Related research article	K.V. Moiseenko, O.A. Glazunova, N.V. Shakhova, O.S. Savinova, D.V. Vasina, T.V. Tyazhelova, N.V. Psurtseva, T.V. Fedorova, Fungal Adaptation to the Advanced Stages of Wood Decomposition: Insights from the Steccherinum ochraceum, Microorganisms. 7 (2019) 527. https://doi.org/10.3390/microorganisms7110527 [1].
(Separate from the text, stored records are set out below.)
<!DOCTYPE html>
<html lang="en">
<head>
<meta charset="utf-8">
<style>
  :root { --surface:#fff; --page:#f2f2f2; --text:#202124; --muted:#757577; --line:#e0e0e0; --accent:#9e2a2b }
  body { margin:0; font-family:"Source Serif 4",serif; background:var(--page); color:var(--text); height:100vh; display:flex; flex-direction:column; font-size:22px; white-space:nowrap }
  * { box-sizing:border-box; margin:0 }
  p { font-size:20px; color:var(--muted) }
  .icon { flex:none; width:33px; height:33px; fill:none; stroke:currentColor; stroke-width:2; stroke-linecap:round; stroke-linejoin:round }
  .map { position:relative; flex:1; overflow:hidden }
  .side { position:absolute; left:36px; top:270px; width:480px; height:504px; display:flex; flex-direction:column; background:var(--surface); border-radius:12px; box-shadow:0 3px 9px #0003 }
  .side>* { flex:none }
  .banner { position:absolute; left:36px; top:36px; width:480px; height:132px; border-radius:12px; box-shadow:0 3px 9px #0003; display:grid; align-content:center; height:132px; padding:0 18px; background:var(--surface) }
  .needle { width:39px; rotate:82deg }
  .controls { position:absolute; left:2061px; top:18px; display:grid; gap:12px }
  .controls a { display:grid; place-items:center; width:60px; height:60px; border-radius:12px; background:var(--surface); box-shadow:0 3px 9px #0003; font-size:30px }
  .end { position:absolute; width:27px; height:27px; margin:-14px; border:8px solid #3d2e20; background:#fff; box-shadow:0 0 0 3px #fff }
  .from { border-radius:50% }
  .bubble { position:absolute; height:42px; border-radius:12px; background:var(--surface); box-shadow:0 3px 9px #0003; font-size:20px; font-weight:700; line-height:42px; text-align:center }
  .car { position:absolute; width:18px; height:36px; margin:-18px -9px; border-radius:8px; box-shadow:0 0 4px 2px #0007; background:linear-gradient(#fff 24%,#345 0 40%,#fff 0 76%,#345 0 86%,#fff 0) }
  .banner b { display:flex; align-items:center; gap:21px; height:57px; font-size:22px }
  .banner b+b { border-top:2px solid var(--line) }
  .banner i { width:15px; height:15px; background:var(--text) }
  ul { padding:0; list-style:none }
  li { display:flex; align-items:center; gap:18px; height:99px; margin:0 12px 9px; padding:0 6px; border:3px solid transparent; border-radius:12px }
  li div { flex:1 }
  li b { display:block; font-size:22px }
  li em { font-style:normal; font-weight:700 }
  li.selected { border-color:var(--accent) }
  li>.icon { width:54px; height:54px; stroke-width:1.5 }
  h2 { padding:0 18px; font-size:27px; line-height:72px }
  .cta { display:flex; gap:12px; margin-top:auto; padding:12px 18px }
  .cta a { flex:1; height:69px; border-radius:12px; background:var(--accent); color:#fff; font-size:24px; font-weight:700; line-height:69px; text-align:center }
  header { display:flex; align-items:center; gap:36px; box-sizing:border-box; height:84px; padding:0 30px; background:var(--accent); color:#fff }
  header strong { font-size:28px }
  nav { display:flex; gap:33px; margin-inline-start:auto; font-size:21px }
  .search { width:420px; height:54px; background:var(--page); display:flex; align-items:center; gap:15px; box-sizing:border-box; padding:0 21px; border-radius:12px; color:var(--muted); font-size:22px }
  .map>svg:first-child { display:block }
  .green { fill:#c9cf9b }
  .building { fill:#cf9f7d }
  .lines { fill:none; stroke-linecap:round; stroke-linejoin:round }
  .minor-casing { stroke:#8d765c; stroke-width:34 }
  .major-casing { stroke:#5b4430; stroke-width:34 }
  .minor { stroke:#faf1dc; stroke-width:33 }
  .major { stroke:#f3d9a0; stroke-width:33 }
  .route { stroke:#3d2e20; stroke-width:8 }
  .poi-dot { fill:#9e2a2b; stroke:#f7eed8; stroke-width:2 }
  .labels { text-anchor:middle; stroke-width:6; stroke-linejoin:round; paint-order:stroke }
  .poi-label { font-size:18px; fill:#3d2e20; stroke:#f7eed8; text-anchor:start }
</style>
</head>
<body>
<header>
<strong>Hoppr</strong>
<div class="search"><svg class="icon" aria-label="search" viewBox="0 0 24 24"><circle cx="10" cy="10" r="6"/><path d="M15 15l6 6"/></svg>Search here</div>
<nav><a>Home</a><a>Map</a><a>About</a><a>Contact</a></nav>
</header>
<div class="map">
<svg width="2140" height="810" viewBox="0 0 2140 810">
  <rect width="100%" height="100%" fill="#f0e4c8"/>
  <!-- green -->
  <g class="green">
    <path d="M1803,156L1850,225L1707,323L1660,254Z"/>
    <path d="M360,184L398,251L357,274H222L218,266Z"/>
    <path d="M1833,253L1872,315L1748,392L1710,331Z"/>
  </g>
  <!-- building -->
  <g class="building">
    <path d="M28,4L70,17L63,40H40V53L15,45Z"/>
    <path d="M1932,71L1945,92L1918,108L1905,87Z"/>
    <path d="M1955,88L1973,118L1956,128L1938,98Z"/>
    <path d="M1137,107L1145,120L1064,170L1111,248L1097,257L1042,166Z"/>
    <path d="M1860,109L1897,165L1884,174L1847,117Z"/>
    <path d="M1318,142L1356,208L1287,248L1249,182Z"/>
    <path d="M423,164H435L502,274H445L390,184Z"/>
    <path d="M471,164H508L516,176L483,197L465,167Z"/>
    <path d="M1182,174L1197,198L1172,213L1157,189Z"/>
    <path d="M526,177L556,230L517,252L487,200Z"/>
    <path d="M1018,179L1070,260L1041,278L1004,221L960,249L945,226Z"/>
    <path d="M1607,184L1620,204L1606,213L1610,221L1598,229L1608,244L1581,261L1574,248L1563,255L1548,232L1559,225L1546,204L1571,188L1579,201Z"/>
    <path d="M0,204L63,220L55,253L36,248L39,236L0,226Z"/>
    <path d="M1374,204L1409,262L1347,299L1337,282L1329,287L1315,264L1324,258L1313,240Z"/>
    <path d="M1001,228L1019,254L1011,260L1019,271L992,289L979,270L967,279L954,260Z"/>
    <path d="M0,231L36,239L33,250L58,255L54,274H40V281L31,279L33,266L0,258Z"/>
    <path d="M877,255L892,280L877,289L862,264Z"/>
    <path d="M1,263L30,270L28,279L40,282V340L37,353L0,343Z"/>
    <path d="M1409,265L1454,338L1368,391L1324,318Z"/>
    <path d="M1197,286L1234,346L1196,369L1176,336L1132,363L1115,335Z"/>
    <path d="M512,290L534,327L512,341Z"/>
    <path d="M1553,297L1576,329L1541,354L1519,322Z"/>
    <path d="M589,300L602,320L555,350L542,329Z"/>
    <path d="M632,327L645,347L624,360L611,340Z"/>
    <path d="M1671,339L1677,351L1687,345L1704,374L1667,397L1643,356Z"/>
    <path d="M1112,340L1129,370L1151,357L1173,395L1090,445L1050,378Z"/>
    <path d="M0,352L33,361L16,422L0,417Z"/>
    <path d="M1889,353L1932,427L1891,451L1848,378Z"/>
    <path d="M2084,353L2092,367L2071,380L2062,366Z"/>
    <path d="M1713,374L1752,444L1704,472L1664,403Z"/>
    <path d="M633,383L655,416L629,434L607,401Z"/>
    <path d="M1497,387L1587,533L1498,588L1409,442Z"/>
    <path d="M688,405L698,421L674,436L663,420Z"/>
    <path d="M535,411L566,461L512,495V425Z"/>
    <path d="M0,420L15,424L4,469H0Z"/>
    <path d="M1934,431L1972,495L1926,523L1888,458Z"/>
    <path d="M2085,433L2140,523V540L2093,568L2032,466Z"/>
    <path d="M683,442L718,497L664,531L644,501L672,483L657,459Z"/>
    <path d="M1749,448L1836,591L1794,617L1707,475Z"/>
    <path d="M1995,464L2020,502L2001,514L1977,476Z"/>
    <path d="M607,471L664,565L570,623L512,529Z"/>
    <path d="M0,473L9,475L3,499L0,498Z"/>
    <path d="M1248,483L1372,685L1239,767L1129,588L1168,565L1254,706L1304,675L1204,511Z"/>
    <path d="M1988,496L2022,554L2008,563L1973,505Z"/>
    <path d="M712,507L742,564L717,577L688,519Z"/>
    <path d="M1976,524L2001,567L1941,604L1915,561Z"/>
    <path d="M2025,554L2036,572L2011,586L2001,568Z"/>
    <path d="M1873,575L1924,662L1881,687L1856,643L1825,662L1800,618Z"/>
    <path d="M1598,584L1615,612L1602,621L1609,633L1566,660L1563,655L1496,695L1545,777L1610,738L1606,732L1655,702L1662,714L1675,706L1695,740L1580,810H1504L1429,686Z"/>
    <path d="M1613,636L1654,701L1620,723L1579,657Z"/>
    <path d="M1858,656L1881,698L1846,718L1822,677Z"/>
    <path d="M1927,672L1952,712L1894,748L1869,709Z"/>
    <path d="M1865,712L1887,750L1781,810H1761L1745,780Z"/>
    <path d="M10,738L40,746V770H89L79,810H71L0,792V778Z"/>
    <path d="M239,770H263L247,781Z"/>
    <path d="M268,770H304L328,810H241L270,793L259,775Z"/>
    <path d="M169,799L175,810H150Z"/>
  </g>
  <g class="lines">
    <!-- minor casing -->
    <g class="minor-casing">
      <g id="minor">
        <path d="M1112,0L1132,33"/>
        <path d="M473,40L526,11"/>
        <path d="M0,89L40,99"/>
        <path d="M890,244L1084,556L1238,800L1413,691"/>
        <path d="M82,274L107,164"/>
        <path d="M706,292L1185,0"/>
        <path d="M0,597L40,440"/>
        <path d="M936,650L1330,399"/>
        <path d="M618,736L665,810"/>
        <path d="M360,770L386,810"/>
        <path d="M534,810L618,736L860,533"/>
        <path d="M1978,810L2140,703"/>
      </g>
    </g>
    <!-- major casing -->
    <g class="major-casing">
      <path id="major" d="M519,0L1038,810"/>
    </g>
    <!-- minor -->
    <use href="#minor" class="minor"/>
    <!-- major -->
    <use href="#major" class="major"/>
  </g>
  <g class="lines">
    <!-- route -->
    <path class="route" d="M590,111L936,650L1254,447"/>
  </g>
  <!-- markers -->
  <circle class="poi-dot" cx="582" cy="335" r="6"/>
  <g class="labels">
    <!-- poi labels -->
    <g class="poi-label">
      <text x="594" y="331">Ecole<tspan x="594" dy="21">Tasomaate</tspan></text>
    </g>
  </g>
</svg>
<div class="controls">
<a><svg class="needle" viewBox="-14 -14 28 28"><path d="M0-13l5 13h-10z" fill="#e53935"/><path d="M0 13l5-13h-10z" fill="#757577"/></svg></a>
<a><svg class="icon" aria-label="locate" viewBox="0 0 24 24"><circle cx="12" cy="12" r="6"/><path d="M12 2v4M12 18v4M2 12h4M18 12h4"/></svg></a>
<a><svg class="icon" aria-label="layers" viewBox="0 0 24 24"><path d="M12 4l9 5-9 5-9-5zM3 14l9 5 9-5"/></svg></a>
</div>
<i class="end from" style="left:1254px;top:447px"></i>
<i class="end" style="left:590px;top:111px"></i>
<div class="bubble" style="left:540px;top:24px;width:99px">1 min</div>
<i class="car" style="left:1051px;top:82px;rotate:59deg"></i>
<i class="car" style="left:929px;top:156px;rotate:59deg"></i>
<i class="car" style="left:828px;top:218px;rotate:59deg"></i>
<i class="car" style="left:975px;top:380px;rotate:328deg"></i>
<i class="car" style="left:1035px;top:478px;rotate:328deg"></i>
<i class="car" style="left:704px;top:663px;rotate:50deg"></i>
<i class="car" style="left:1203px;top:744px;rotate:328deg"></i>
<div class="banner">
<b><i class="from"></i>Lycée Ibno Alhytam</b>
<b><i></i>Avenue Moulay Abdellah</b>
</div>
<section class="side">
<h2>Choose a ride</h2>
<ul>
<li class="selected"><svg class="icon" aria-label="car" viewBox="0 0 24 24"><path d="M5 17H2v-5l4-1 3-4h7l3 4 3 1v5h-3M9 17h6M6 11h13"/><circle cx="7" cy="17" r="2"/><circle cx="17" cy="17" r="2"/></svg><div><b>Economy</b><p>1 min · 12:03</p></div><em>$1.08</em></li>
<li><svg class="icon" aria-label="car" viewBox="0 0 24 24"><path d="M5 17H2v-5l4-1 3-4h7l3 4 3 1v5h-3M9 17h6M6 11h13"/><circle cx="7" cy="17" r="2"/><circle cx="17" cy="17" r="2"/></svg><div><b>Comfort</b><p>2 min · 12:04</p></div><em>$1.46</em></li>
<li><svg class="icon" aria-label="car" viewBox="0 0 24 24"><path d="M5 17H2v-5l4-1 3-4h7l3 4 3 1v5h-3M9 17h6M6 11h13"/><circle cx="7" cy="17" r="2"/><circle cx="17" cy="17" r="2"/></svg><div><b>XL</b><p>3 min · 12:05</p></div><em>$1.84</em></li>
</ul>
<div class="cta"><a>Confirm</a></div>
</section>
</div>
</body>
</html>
Value of the Data• The genome of Steccherinum ochraceum LE-BIN 3174 is the first genome under the family Steccherinaceae to be reported. • This draft genome will accelerate functional genomics research, increase the knowledge of the biochemical process of wood degradation and create an opportunity for comparative studies with other fungi. • The CAZyme content of this genome will provide a valuable insight into the fungal adaptation to an ecological niche of pre-degraded wood.